The $74 billion listed conglomerate Wesfarmers Limited (ASX:WES) is understood to have downed pens for now on a potential acquisition of the country's largest private hospital operator, Ramsay Health Care Limited (ASX:RHC). In recent months, the company has been carrying out detailed analysis of the business, including assessments on the value of its real estate assets. It also pulled a team together of consultants and advisers to determine how a bid could work and what it would need to pay to make a deal stack up.

The understanding is that Wesfarmers had been weighing the merits of a buyout where the overseas operations were spun off, sold or returned to shareholders via an in specie distribution and then bid for the Australian hospital business through its own shares, which have been performing strongly of late.
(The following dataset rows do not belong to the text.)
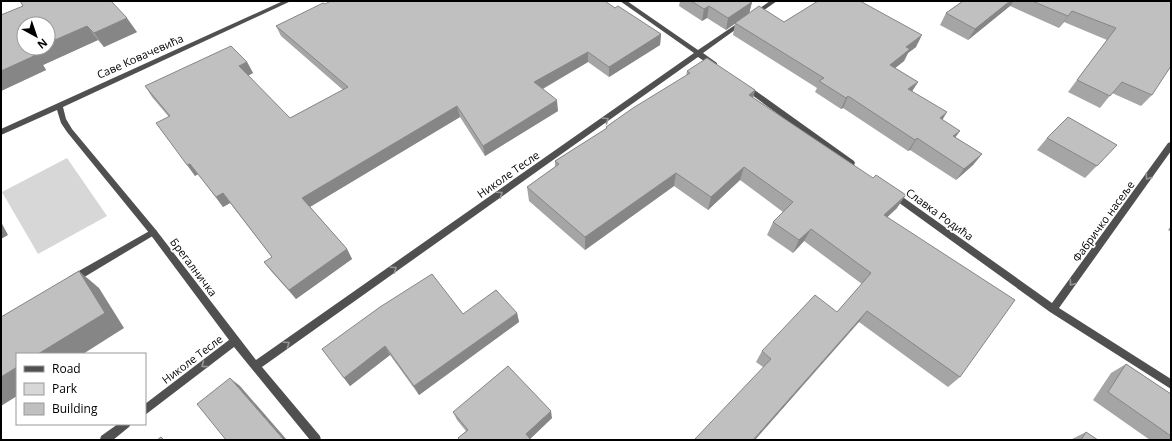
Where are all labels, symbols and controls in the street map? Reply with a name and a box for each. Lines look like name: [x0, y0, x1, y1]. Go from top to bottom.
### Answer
north arrow: [16, 16, 56, 56]
street label: Саве Ковачевића: [94, 30, 186, 82]
text: N: [34, 35, 51, 53]
one-way arrow: [602, 118, 609, 125]
street label: Николе Тесле: [474, 147, 542, 201]
one-way arrow: [1145, 173, 1153, 180]
street label: Фабричко насеље: [1068, 177, 1138, 265]
street label: Славка Родића: [903, 185, 977, 243]
one-way arrow: [496, 191, 503, 199]
street label: Брегалничка: [167, 235, 221, 299]
one-way arrow: [389, 267, 396, 274]
one-way arrow: [1070, 278, 1077, 285]
street label: Николе Тесле: [158, 331, 226, 387]
one-way arrow: [283, 342, 290, 349]
legend: [16, 353, 146, 425]
text: Road: [52, 360, 81, 377]
one-way arrow: [201, 360, 208, 367]
text: Park: [52, 380, 78, 397]
text: Building: [52, 400, 98, 417]

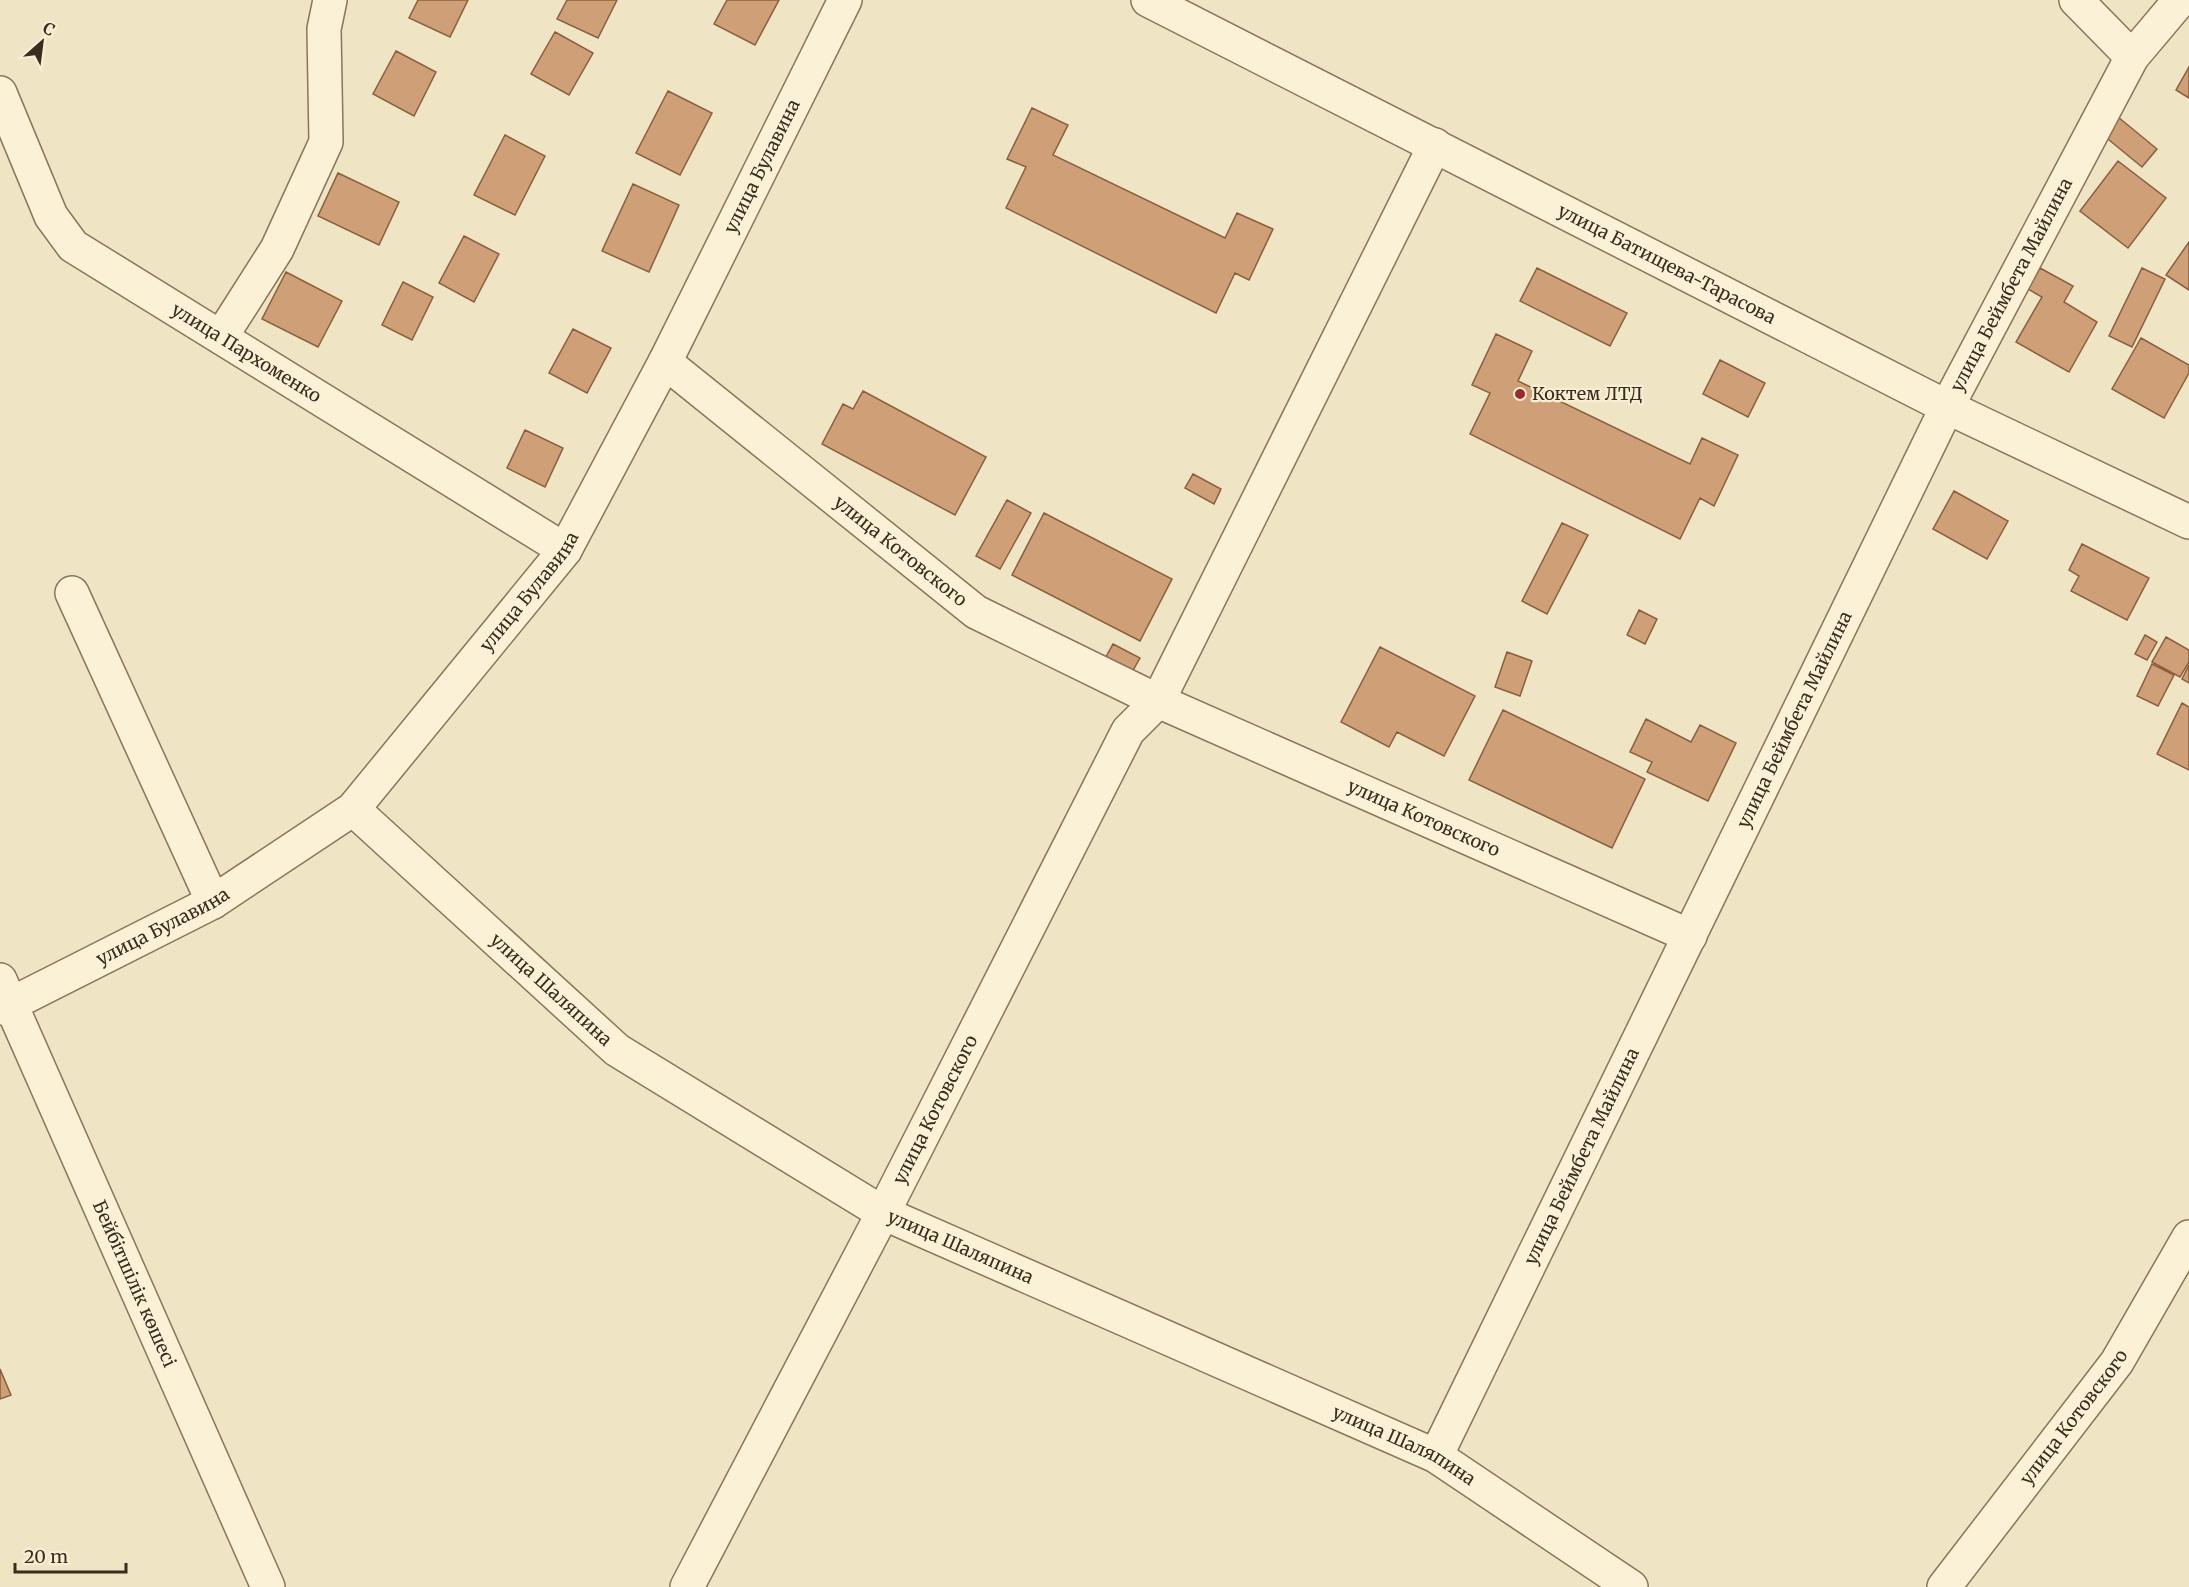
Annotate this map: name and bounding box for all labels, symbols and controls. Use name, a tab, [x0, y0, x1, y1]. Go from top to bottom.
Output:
north arrow	[12, 12, 72, 72]
text: С	[40, 17, 58, 40]
street label: улица Булавина	[719, 95, 805, 237]
street label: улица Беймбета Майлина	[1945, 173, 2077, 396]
street label: улица Батищева-Тарасова	[1554, 199, 1780, 329]
street label: улица Пархоменко	[167, 298, 326, 408]
place label: Коктем ЛТД	[1532, 382, 1643, 405]
marker: Коктем ЛТД	[1513, 387, 1527, 401]
street label: улица Котовского	[829, 490, 972, 611]
street label: улица Булавина	[475, 528, 584, 656]
street label: улица Беймбета Майлина	[1732, 607, 1857, 832]
street label: улица Котовского	[1344, 774, 1504, 862]
street label: улица Булавина	[92, 882, 234, 970]
street label: улица Шаляпина	[486, 928, 617, 1051]
street label: улица Котовского	[888, 1031, 983, 1188]
street label: улица Беймбета Майлина	[1519, 1044, 1644, 1269]
street label: Бейбітшілік көшесі	[88, 1197, 181, 1371]
street label: улица Шаляпина	[884, 1204, 1037, 1289]
street label: улица Котовского	[2015, 1345, 2133, 1489]
street label: улица Шаляпина	[1329, 1400, 1480, 1490]
scale bar	[15, 1536, 126, 1574]
text: 20 m	[24, 1545, 68, 1568]

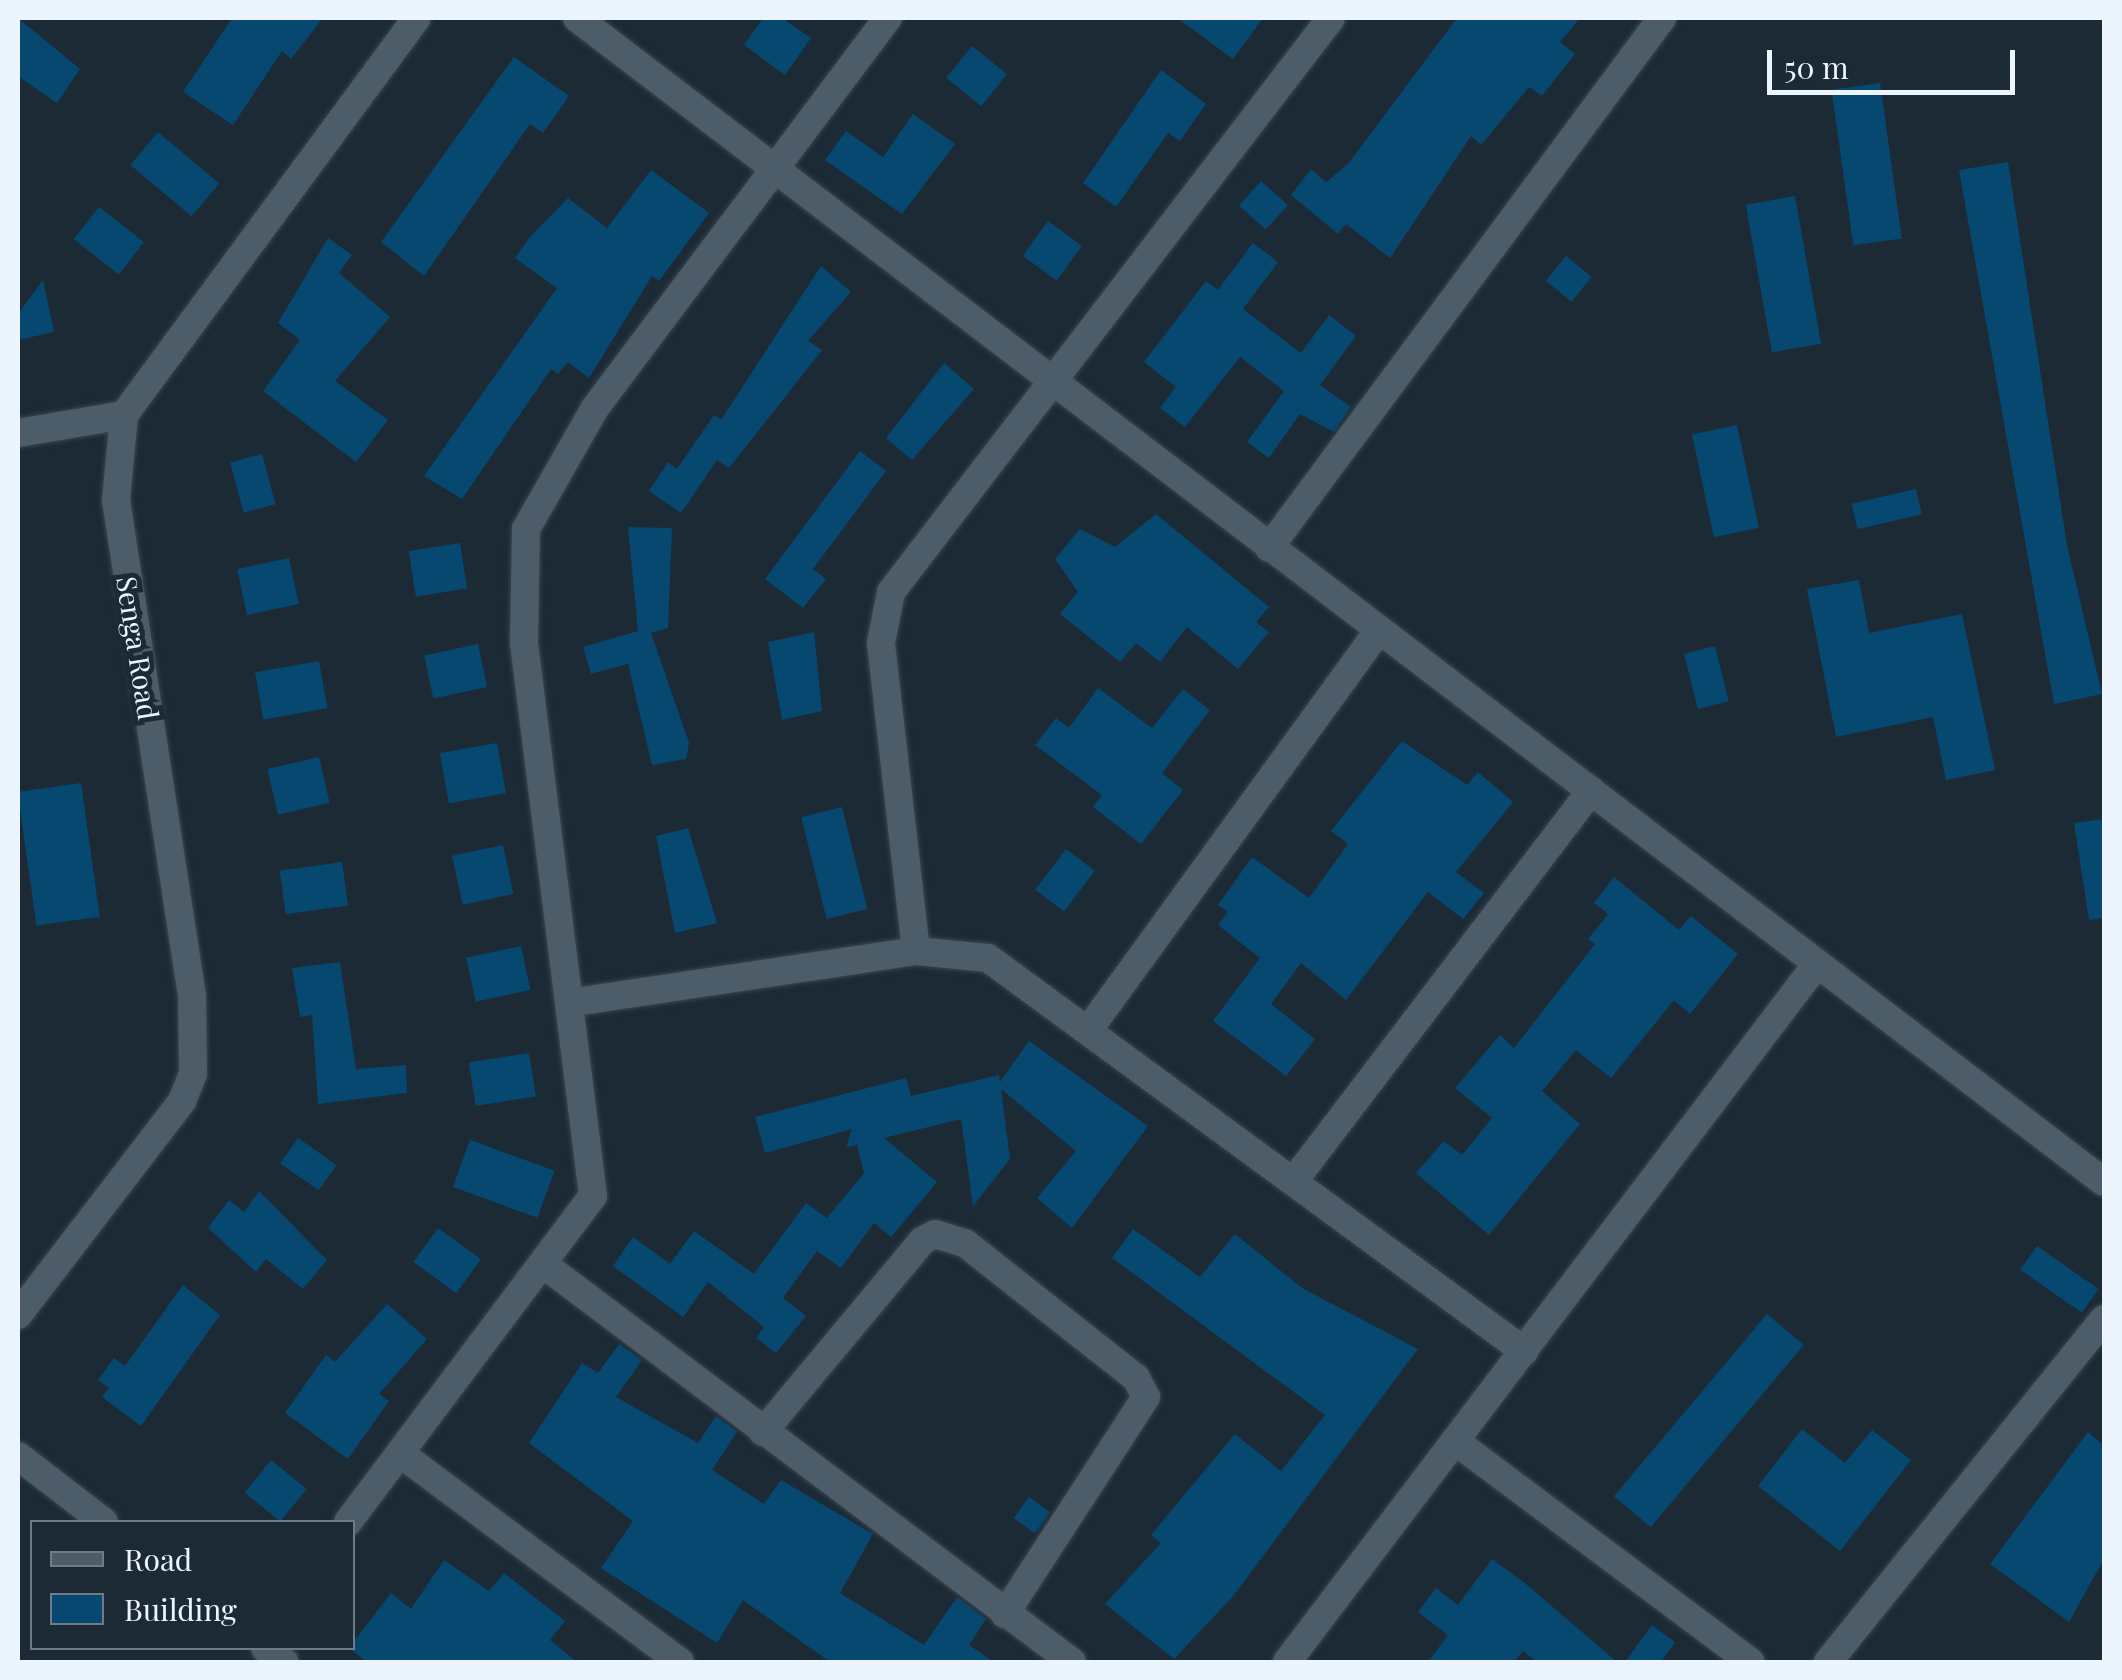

However, it is now understood that a purchase would only make sense at a value substantially lower than where it currently trades. While Wesfarmers is keen to expose itself to the healthcare sector, Ramsay is seen as a tough proposition for the group - not only because of its high capital costs but also its regulated model, where the government has some control over its revenue stream, as do doctors and health insurers.

Another challenge is attracting enough staff, particularly nurses. Health insurance poses a similar challenge around regulated pricing and Wesfarmers is thought to have steered it away from that space. Healthcare will no doubt be a line of questioning at Wesfarmers' investor day on May 2, 2024.

Apparently, the group is expected to show strong results from its department store chain Kmart, at a time when shoppers are looking for cheaper price points to tackle the higher cost of living.